A light rain was falling but the Ashbys “felt safe there,” with pillars raising their second home about 20 feet above the ground near the Tennessee state line, Kim Ashby’s daughter, Jessica Meidinger, recalled.
For days before Helene made landfall in Florida, the National Weather Service in North Carolina warned of an historic combination of heavy rain, life-threatening flooding and catastrophic landslides along the mountains. A system that moved into the area before Helene had already left the ground and rivers saturated.
More than 10 hours before the hurricane would make landfall hundreds of miles away, the Greenville-Spartanburg, South Carolina, weather forecast office predicted: “This will be one of the most significant weather events to happen in the western portions of the area in the modern era.”
On the morning of September 27, the Ashbys were having breakfast when their home was swept away by the flood-prone Elk River.

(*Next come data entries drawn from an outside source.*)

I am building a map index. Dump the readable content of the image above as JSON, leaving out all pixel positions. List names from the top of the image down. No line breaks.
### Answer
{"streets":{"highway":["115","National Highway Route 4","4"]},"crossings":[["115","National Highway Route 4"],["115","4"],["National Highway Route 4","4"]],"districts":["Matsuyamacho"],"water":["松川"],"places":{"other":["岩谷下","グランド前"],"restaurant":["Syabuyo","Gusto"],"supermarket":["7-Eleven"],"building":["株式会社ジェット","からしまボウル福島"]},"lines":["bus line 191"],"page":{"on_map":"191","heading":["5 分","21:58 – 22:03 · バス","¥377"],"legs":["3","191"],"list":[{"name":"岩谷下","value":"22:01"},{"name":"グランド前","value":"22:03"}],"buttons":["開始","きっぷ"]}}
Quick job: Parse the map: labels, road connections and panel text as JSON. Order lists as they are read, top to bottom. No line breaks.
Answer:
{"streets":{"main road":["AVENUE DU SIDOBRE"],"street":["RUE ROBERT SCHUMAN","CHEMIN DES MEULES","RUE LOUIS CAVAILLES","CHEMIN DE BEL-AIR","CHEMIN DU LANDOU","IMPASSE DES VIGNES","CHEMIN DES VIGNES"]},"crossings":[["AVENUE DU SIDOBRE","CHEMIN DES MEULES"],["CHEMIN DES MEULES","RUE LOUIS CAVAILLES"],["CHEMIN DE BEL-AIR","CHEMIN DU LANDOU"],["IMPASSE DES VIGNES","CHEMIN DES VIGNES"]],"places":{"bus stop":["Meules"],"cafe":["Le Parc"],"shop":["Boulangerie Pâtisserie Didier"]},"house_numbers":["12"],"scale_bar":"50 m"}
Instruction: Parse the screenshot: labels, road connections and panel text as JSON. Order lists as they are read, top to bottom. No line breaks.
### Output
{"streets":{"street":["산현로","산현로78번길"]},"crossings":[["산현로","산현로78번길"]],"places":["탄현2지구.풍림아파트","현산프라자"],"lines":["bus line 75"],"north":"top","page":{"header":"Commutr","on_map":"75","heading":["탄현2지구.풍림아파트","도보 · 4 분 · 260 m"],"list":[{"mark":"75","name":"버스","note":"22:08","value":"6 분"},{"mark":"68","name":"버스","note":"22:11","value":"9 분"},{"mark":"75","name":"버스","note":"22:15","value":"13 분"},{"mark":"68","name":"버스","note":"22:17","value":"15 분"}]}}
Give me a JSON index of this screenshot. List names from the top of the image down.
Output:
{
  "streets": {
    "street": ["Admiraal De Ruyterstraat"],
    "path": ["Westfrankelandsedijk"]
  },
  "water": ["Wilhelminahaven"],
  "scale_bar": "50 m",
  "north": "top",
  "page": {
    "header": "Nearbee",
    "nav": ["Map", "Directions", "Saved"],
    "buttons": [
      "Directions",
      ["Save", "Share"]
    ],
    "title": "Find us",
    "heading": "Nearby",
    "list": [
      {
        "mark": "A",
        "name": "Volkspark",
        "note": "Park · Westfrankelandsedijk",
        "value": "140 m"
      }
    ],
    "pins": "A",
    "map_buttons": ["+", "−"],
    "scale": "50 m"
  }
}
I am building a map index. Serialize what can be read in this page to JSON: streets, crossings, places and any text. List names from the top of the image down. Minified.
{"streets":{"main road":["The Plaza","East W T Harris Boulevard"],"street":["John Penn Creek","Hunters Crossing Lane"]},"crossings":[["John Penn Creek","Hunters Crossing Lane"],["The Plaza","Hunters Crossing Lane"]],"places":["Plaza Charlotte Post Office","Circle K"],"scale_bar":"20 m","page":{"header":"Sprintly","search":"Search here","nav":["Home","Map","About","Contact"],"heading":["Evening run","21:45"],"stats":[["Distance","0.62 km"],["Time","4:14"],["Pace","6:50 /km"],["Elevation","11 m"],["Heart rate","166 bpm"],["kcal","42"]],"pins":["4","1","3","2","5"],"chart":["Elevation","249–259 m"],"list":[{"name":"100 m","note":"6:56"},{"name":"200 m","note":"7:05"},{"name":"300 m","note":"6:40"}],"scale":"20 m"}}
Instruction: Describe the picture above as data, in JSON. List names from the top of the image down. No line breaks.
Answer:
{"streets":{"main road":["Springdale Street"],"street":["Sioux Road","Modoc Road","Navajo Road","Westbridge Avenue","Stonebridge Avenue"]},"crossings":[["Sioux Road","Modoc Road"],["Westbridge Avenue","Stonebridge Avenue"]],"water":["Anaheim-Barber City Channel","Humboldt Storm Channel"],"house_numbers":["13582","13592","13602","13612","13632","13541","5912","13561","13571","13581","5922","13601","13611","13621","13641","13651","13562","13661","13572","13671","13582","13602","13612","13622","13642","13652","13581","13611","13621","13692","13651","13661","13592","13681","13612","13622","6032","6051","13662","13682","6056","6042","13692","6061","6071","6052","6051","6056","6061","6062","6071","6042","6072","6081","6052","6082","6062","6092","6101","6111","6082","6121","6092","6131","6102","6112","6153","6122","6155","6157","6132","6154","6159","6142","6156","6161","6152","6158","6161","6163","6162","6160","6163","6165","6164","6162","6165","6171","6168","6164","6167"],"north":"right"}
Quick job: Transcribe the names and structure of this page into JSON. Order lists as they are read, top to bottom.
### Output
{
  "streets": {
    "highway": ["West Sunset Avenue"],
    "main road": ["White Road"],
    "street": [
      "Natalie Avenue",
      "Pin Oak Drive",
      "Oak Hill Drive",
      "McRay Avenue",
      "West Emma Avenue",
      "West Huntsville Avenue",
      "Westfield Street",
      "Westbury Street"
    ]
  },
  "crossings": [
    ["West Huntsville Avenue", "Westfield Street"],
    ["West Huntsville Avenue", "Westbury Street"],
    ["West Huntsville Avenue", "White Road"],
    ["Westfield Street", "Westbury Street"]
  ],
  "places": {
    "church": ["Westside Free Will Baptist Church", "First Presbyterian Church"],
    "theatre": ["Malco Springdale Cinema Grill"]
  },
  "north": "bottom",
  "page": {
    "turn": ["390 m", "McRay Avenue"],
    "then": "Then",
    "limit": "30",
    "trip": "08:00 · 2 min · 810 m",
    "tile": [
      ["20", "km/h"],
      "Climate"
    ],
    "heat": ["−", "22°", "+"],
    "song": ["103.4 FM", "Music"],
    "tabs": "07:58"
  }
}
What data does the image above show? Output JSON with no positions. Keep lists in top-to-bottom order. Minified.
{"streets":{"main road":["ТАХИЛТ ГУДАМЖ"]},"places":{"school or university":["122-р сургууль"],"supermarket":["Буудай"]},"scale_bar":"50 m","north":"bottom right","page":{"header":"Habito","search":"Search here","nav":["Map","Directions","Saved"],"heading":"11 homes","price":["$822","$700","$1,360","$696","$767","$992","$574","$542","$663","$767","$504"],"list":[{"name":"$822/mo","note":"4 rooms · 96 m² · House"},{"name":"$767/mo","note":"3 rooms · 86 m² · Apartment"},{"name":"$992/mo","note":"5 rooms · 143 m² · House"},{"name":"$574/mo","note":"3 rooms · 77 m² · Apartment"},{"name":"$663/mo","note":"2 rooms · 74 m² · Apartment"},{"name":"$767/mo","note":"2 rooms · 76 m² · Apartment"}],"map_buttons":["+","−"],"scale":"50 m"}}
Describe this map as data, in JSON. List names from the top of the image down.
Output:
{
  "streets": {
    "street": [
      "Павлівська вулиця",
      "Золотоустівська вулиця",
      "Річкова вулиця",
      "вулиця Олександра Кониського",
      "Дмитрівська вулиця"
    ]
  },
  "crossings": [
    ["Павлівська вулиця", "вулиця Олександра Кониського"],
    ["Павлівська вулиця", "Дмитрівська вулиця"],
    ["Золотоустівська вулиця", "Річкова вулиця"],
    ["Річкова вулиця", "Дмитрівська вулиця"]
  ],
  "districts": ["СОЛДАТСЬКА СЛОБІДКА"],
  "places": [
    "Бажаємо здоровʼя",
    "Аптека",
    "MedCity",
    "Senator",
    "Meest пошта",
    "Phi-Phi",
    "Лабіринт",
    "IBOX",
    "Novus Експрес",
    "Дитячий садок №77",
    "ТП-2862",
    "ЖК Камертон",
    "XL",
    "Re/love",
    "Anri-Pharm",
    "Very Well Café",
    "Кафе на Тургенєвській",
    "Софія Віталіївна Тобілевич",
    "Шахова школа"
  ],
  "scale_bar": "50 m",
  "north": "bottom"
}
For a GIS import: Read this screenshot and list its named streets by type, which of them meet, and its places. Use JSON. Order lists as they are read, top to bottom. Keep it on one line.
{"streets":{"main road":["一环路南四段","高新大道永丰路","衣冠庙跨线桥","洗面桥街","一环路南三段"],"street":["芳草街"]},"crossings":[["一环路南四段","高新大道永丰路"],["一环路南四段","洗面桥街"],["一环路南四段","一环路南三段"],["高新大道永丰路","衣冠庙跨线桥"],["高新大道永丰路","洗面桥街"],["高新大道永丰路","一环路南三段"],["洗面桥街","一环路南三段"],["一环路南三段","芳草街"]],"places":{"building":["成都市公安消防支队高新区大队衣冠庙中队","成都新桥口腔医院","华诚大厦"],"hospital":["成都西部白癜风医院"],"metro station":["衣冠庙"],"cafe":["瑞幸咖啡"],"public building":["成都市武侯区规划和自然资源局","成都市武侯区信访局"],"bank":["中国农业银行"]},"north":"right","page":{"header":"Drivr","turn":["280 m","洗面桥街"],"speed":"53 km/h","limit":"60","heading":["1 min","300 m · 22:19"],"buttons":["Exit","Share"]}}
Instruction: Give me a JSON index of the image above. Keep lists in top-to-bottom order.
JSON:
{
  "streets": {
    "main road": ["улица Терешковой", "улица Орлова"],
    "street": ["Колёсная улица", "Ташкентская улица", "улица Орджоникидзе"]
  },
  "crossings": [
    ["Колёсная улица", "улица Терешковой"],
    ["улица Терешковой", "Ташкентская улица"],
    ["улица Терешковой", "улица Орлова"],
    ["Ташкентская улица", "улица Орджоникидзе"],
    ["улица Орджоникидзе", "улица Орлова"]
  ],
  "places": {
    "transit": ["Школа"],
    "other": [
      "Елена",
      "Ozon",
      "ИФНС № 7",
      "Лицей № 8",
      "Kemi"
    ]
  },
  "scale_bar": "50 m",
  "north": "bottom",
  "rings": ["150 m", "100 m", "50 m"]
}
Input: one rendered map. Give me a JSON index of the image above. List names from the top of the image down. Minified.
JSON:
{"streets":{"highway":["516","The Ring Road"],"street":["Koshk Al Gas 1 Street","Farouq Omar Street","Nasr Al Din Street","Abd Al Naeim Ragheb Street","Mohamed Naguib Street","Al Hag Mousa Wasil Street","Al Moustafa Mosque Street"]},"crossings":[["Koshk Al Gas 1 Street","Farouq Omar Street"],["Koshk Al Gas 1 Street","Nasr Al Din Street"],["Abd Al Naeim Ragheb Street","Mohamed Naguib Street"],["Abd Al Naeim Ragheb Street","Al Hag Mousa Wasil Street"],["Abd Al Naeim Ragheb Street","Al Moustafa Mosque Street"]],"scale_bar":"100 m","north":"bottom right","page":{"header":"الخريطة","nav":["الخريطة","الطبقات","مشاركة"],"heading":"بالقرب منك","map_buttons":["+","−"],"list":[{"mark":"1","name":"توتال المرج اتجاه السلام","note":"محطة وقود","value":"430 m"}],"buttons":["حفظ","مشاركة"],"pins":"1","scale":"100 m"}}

A neighbor snapped a picture as it floated away. Rod Ashby immediately grabbed his wife and their three dogs. They clung to an old mattress at first. Then, to a section of wall that eventually broke apart, separating them in the fast-moving, debris-strewn waters, according to Meidinger.
“That’s the last time that he saw my mom. The last time anyone has seen my mom,” Meidinger said of her stepfather. He survived, telling family he reached for a tree branch to pull himself from the water and then ran up and down the riverbank calling out for his wife.
More than a week after Helene leveled vast swaths of western North Carolina, Kim Ashby is among the hundreds of people still unaccounted for.
“He wants to find Kim,” said Lauren Meidinger, Rod Ashby’s daughter-in-law.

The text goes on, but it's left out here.